**The problem:** Each record that follows should be repeated exactly, with no pictures carried over.

Saved data entries
· · · ·

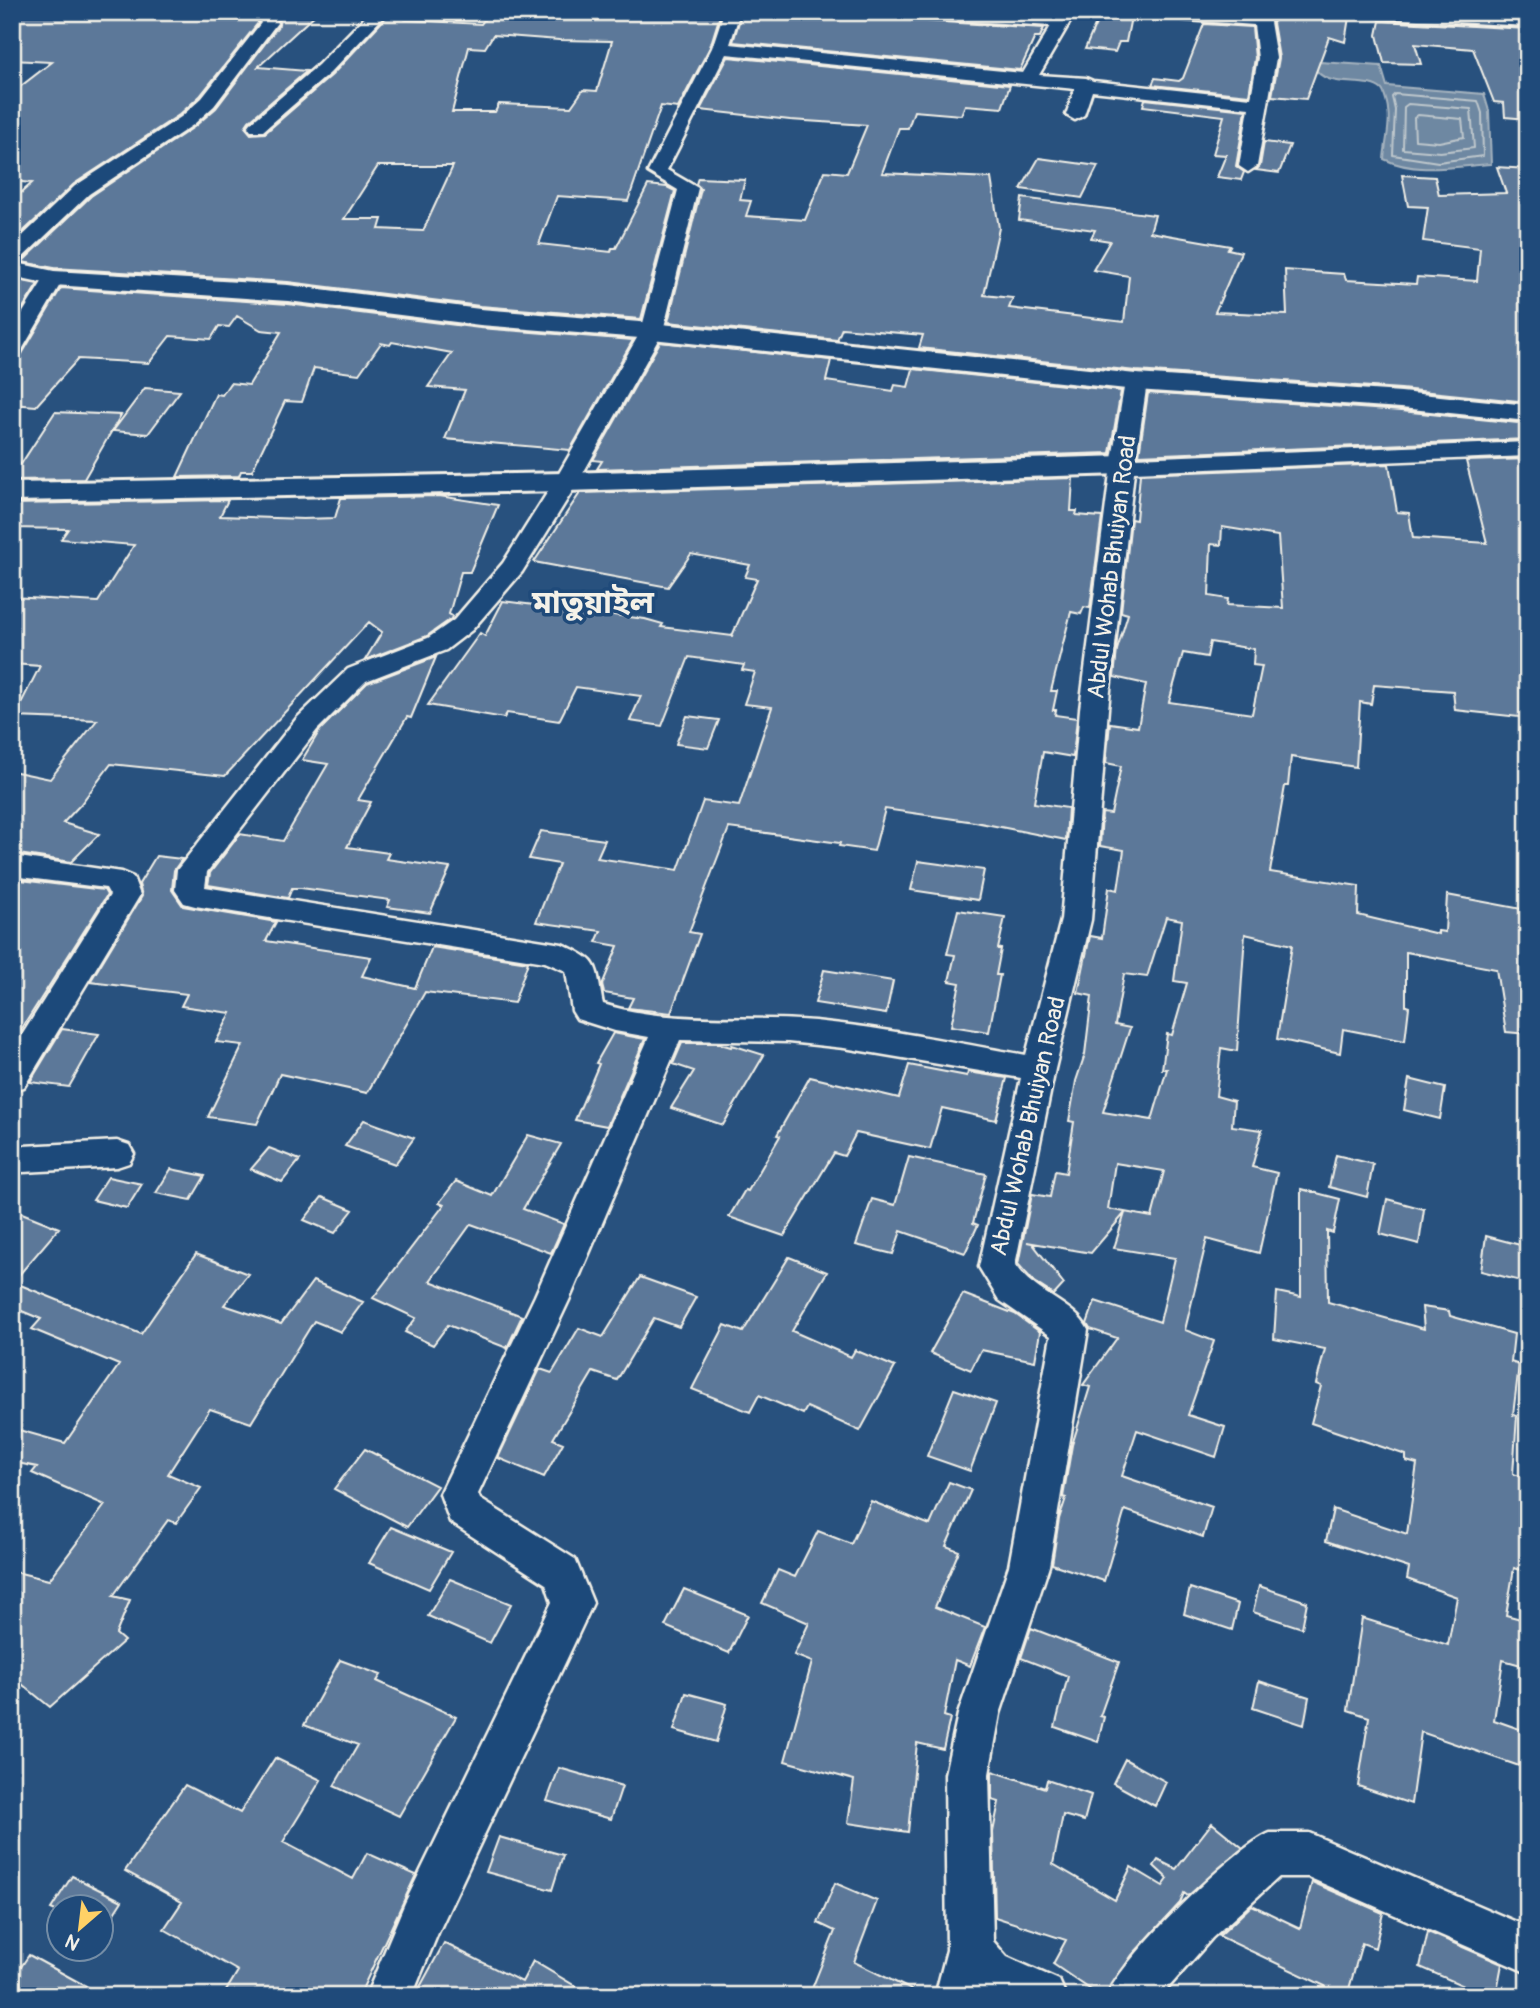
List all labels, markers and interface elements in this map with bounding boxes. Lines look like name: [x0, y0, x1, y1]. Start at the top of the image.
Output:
street label: Abdul Wohab Bhuiyan Road: [1081, 434, 1143, 700]
district label: মাতুয়াইল: [531, 583, 655, 623]
street label: Abdul Wohab Bhuiyan Road: [984, 993, 1072, 1259]
north arrow: [46, 1892, 116, 1962]
text: N: [61, 1928, 84, 1956]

· · · ·

**Exercise answer:**
List all labels, markers and interface elements in this map with bounding boxes. Lines look like name: [x0, y0, x1, y1]. Start at the top of the image.
Output:
street label: Abdul Wohab Bhuiyan Road: [1081, 434, 1143, 700]
district label: মাতুয়াইল: [531, 583, 655, 623]
street label: Abdul Wohab Bhuiyan Road: [984, 993, 1072, 1259]
north arrow: [46, 1892, 116, 1962]
text: N: [61, 1928, 84, 1956]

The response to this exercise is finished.